Renaissance QuarterlySummer, 1998   by Andrew Fleck

The reevaluation of Milton's work in light of current scholarship concerned with colonial expansion has only belatedly begun, but conflicting views are already developing. The "orthodox" position argues that Milton opposed the project of empire, while an apparently small minority of scholars has begun to point to those places in his poetry and prose where Milton approves of or advocates an expansionist English empire. J. Martin Evans enters the fray from a third and, I believe, more profitable and interesting direction by recognizing that Milton does not display a consistently pro- or anti-imperialist attitude. Instead, Evans examines the colonial discourses that circulated around and through Paradise Lost as Milton wrote it. In each chapter of his study, Evans focuses on the competing attitudes about a particular aspect of European colonization.

Evans begins by exploring the European justifications for colonization and the general attitudes of those in the Old World toward those in the New. He points to several mid-century tracts which reveal English anxieties in comparing their efforts to those of the Spanish, who appeared to be more successful in converting the natives of America to Christianity than the English had been at first. Evans then discusses the various biblical justifications the English employed in their search for an alternative to the Spanish rationale for appropriating the lands of the Americans. He concludes that there were at least four competing discourses at work as Milton wrote his epic: Spain's pro-imperial justification and its critique by Spaniards like Las Casas (whose Brevissima relacion was translated by Milton's nephew in 1656, under the title Tears of the Indians), and the pro-imperial stance of some Englishmen which faced internal criticism on several fronts.

In each of the next three chapters, "The Colony," "The Colonists," and "The Colonized," Evans sets up the discursive context, then applies it to the point under consideration.
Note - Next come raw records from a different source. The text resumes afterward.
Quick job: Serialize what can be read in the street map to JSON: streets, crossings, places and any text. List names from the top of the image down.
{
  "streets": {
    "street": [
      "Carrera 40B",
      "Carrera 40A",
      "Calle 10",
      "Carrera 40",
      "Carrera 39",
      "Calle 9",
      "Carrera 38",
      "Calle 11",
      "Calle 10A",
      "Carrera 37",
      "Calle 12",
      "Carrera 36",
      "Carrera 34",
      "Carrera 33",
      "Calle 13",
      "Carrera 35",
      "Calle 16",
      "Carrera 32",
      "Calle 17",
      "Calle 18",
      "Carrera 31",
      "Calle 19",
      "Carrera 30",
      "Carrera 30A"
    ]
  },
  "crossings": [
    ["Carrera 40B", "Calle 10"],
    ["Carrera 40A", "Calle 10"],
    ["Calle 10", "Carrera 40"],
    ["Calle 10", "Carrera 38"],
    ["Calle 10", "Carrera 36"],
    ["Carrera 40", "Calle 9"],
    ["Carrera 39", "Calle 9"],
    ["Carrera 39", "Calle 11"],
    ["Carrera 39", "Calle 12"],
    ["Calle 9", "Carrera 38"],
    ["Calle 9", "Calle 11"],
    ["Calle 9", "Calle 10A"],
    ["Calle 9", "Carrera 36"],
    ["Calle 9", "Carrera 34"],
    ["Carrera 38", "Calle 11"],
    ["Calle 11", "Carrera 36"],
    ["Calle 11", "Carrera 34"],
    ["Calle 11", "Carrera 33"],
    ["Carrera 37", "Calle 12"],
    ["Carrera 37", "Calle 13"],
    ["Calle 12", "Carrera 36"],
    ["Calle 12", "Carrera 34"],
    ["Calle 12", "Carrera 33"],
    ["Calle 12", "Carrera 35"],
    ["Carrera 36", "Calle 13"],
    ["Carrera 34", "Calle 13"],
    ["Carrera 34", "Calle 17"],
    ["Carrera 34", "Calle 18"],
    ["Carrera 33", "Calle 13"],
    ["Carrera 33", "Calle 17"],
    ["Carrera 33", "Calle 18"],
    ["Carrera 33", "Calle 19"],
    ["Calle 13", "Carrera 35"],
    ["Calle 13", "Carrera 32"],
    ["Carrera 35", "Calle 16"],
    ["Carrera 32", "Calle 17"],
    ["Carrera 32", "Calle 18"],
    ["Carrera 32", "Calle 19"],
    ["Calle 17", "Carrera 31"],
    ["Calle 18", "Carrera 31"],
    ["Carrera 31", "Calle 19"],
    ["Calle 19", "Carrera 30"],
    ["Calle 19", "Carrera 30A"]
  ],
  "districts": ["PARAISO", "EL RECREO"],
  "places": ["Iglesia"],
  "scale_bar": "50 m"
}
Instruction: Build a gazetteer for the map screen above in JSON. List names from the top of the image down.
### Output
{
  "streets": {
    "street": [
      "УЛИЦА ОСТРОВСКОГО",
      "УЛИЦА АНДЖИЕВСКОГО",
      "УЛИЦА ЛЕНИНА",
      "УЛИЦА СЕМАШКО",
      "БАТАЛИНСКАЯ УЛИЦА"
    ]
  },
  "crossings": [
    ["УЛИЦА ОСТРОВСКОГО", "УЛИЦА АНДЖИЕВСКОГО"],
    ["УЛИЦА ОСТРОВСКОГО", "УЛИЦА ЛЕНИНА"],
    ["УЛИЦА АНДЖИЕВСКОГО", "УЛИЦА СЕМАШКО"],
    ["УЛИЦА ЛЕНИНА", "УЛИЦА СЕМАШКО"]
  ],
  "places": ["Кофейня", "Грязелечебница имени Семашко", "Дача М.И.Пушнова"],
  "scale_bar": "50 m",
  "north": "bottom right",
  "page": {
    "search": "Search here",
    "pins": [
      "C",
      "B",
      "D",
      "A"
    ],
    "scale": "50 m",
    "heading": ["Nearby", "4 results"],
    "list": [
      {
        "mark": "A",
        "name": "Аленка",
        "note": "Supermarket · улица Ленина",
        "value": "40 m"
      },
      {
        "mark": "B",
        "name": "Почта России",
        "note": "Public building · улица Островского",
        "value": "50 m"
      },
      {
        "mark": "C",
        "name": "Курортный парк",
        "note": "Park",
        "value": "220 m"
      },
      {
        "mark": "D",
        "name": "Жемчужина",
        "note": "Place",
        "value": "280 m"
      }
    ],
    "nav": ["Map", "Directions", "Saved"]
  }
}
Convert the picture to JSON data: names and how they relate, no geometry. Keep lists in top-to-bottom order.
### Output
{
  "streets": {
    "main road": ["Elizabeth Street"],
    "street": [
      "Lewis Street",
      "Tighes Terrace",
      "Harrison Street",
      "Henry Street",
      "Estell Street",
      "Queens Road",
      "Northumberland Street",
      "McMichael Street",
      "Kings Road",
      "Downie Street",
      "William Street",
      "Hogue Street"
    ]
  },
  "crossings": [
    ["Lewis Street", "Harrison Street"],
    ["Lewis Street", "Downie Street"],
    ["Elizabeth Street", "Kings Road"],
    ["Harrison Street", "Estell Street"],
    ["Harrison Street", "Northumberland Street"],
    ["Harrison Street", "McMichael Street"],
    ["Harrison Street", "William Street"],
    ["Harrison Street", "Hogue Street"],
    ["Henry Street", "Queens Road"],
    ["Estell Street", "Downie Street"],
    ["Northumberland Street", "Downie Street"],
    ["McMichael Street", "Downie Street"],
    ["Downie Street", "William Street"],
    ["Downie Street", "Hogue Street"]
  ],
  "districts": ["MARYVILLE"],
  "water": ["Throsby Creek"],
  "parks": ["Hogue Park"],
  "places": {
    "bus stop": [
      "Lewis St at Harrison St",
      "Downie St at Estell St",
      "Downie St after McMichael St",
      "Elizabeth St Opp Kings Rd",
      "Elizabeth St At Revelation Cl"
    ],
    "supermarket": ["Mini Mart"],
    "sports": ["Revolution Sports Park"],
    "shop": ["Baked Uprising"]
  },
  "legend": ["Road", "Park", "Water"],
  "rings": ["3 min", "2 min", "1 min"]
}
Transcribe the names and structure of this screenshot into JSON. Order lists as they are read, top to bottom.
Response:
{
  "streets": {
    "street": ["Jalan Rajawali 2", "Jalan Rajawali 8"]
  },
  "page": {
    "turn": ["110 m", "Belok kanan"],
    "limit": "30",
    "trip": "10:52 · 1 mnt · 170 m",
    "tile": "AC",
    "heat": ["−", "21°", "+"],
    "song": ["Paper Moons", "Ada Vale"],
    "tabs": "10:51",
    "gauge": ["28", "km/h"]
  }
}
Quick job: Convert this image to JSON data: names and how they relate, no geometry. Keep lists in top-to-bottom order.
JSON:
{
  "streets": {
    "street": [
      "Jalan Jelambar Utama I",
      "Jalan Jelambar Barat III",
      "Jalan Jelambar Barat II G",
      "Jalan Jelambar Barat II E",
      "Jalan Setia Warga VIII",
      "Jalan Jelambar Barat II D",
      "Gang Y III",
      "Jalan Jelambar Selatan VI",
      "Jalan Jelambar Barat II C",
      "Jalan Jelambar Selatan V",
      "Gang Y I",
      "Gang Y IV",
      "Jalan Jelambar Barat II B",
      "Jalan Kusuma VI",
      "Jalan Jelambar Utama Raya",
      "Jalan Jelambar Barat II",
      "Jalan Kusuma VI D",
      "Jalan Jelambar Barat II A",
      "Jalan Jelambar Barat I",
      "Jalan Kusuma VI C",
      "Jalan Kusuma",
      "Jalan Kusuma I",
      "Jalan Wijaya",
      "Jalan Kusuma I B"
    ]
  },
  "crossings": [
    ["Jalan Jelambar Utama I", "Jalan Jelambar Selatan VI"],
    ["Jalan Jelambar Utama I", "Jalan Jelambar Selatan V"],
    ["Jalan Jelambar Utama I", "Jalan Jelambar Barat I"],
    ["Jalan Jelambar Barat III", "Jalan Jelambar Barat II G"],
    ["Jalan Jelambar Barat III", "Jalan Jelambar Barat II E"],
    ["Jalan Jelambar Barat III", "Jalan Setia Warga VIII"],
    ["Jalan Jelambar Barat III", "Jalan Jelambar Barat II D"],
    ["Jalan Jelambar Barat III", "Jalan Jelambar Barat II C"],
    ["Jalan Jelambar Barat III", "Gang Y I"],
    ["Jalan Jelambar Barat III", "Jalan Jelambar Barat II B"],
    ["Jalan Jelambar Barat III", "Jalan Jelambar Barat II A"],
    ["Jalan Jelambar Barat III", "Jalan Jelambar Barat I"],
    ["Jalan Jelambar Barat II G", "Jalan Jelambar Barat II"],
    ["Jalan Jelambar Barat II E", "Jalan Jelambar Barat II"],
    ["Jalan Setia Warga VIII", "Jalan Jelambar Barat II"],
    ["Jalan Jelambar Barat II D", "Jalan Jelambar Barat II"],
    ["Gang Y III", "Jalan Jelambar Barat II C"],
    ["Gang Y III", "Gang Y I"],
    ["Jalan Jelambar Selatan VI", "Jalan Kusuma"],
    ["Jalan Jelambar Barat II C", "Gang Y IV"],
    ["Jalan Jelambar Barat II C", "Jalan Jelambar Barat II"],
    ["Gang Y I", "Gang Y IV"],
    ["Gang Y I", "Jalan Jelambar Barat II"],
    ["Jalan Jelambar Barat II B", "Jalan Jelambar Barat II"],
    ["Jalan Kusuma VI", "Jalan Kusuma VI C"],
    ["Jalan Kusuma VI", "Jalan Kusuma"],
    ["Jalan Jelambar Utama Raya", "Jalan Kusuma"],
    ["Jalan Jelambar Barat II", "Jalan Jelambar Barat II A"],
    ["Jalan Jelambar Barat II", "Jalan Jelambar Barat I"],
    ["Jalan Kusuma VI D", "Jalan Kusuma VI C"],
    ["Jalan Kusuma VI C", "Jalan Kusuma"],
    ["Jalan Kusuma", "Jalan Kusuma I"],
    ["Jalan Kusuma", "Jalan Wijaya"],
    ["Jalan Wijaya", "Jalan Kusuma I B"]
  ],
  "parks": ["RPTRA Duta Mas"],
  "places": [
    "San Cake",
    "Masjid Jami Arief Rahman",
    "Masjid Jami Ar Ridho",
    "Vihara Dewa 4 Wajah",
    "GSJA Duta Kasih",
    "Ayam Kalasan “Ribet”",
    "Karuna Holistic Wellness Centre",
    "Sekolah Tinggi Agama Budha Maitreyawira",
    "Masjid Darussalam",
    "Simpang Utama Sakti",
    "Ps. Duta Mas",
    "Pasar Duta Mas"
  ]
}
True to his thesis that Milton does not display a coherent, unified colonial vision in Paradise Lost, Evans shows that at various points in the poem, depending on context and perspective, the characters appear in the roles of both colonizer and colonized. For example, Satan seems analogous to a Spanish conquistador when he sets out to displace Adam and Eve from their native habitat, while in other parts of the poem he appears as a native, whose rebellion costs him his home, just as native revolts in Virginia had served to justify the seizure of American lands and the continuation of English expansion in the New World.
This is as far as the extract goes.